Headline (hw_routed vs lpu_only): 92.5% cost reduction, F1 delta -0.132.

The cost half of the thesis is strongly supported. The F1 trade-off with the current routing policy is real but tunable — the next iteration sweeps over which steps get routed to which hardware, and characterizes the full cost-quality curve.

Full bench methodology + caveats →


What's in the box

Module What it does
sploink.wrap() Monkey-patches Anthropic, Groq, OpenAI, Together, Ollama clients
sploink.trace Per-workflow CallRecords, JSONL persistence, summary tables
sploink.router Static rule table mapping step type → hardware type
sploink.graph DAG data structure for execution graphs
sploink.architecture Single-file HTML viz of workflow ↔ hardware bipartite

Composes with what you already use

Sploink doesn't replace your agent framework — it routes whatever you already have:

  • Using LangGraph or DSPy? Sploink wraps the LLM calls those frameworks emit.
  • Using plain Python? Sploink's wrap layer works on any of the major LLM SDKs.
  • Using OpenRouter for model-level routing?
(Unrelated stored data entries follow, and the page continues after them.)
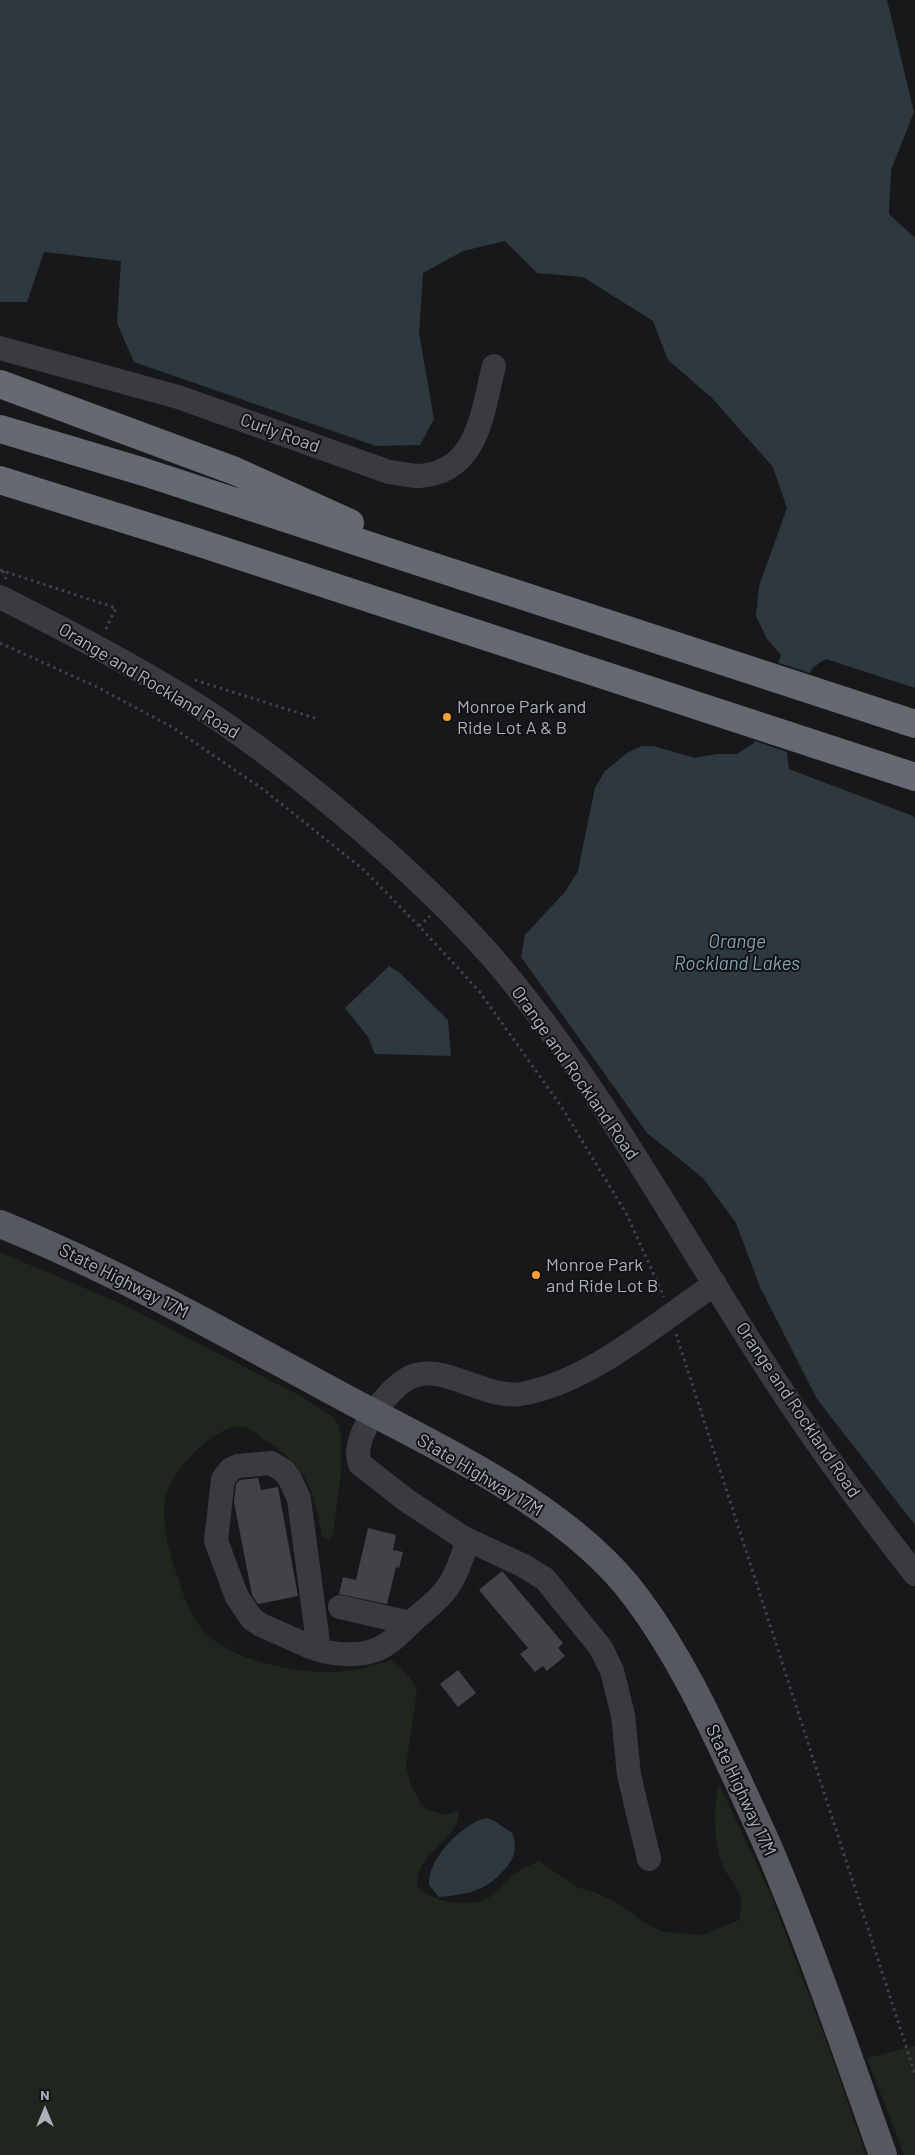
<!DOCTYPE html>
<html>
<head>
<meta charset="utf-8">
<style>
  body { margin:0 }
  #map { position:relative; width:915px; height:2155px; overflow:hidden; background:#18181a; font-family:Barlow,sans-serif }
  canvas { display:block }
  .north { position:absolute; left:20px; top:2085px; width:50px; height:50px; -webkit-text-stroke:4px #131315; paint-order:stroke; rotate:0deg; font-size:14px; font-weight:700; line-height:20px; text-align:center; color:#aab1ba }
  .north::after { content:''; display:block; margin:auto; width:18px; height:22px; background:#aab1ba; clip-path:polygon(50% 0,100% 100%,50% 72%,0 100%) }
</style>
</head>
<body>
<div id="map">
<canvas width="915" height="2155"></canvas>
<div class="north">N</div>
</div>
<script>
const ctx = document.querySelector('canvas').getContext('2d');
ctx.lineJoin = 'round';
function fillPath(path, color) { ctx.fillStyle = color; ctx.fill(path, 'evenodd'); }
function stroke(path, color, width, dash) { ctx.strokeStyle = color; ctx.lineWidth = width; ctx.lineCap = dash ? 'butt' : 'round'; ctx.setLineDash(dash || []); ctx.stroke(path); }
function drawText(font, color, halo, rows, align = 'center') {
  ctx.font = font + ' Barlow,sans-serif'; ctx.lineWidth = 4; ctx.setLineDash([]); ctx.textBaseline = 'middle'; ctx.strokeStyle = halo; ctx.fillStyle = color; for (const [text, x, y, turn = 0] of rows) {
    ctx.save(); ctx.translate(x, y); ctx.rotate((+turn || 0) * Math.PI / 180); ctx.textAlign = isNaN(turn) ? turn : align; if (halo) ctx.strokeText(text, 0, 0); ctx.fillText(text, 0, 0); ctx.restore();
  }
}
const green = new Path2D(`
  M0,1252L122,1304L301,1396L333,1417L338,1424L341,1435V1473L333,1535L328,1540L322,1536C313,1486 308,1469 265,1440C258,1435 250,1427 242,1427C214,1424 168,1474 165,1501C162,1524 169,1553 177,1575C183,1594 189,1613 202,1629C228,1661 297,1673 335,1672C355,1671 372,1666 391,1660L410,1678L417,1689L406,1767L411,1785L420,1802L427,1810L448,1815L459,1809C458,1815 458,1823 454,1828C441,1849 417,1858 417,1886C431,1902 466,1908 486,1899C497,1895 505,1880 515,1873C522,1868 531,1865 539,1861L579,1888L594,1892L621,1905L644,1922L663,1932L702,1935L739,1920C747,1889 732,1888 722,1864C714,1846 713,1803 719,1784L771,1895L830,2051L866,2155H0Z
  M915,2046V2155H904L867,2058Z`);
const water = new Path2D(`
  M0,0H887L914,112L891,170L889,214L915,238V688L826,659L812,668L797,712L787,754L789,769L913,816L915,819V1525L817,1399L760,1287L736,1223L703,1178L647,1133L521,957L525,935L565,892L578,871L595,788L605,771L627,753L642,746H653L695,758L716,754H737L754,743L764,702L781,655L767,639L756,616L759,586L787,508L773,467L713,399L668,360L653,321L583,277L537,273L505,241L463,251L423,273L419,333L434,419L420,445L376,446L134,362L117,323L121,261L44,252L27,302H0Z
  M389,966L399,972L448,1020L451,1056L375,1054L368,1037L345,1008Z
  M486,1818L493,1820L512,1833C517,1847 516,1857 505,1869C485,1892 468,1894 439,1897L429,1885C427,1859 462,1824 486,1818Z`);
const pier = new Path2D(`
  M776,662L813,674L800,712L790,753L752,740Z`);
const building = new Path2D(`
  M258,1478L261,1490L278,1487L298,1596L258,1604L252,1595L234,1502L236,1484L240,1480Z
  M368,1528L396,1535L393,1550L403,1552L399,1568L396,1567L387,1604L339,1594L343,1577L356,1580Z
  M502,1571L563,1643L558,1648L565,1656L547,1671L543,1666L535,1672L520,1654L528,1648L479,1590Z
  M458,1670L476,1693L458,1707L440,1684Z`);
const path = new Path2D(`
  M0,570L116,608L105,631
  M3,571L6,579
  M0,643L95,686L172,727L264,790L364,870L419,926L479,991L561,1106L627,1215L664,1297
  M195,680L318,719
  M419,926L430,916
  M676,1334L915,2074`);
const minor = new Path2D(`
  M0,348L178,397L389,472C399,473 410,476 419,476C479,472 482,412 494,366
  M0,597C65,630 130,663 192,702C244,735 293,773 340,812C396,859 450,908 498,964C599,1084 675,1225 760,1357C807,1431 860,1504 915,1574
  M340,1607L410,1623
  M319,1650L299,1499L290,1479L284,1471L271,1463L238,1466L231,1469L223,1479L216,1541L237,1597L252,1619L261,1625L313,1648C335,1656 367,1658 387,1644C398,1637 407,1626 416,1618C425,1610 436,1602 444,1592C456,1578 462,1557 468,1540
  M649,1859L629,1775L623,1715L612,1671L601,1648L545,1579L524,1566L462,1537L406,1500L360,1464C350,1438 385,1392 407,1379C439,1359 484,1400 521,1394C589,1383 658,1322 715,1284`);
const major = new Path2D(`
  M0,1224C116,1271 225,1333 334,1392C433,1446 568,1505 636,1597C678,1653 708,1717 738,1781C751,1810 765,1838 777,1868C816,1962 849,2059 883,2155`);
const highway = new Path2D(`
  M0,384L235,471L350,523
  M0,429L144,472L915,724
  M0,480L197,542L915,777`);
const markers = [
  [447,717,5,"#f8a232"],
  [536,1275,5,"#f8a232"]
];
const streetNames = [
  ["Curly Road",280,433,20],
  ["Orange and Rockland Road",149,681,31],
  ["Orange and Rockland Road",575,1073,55],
  ["State Highway 17M",124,1281,27],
  ["Orange and Rockland Road",798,1410,56],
  ["State Highway 17M",480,1475,31],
  ["State Highway 17M",741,1790,65]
];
const poiNames = [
  ["Monroe Park and",457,707],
  ["Ride Lot A & B",457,728],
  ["Monroe Park",546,1265],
  ["and Ride Lot B",546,1286]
];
const waterNames = [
  ["Orange",737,942],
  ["Rockland Lakes",737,964]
];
fillPath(green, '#1e261e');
fillPath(water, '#2d393f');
fillPath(pier, '#18181a');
fillPath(building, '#424347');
stroke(path, '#3f4246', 3, [2.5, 4]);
stroke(minor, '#393b3f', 24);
stroke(major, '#55585e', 28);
stroke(highway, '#656971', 28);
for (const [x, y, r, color] of markers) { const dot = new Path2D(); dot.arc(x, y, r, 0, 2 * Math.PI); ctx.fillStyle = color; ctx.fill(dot); stroke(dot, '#131315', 2); }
drawText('18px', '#aab1ba', '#131315', streetNames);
drawText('18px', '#aab1ba', '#131315', poiNames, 'left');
drawText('italic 19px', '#80a2b6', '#131315', waterNames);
</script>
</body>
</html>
Sploink sits one layer below: substrate routing.

The model layer can stay yours; sploink owns the hardware decision.


Where we are

Status
Observability (sploink.wrap()) ✅ Works
Static rule-based routing ✅ Works
Two-layer architecture (policy + selection) ✅ Works
Trace visualization ✅ Works
Bench against HotpotQA ✅ Methodology stable, numbers refreshing
Learned routing from telemetry 🔜 Roadmap
Graph inference from trace 🔜 Roadmap
Hot-swap LangGraph / DSPy graphs 🔜 Roadmap

Full roadmap →


License

Sploink is MIT licensed. The SDK, bench, examples, and docs are all open source. Future enterprise features (hosted dashboard, learned routing models, managed substrate marketplace) will live in a separate proprietary product; the open-source library will stay open.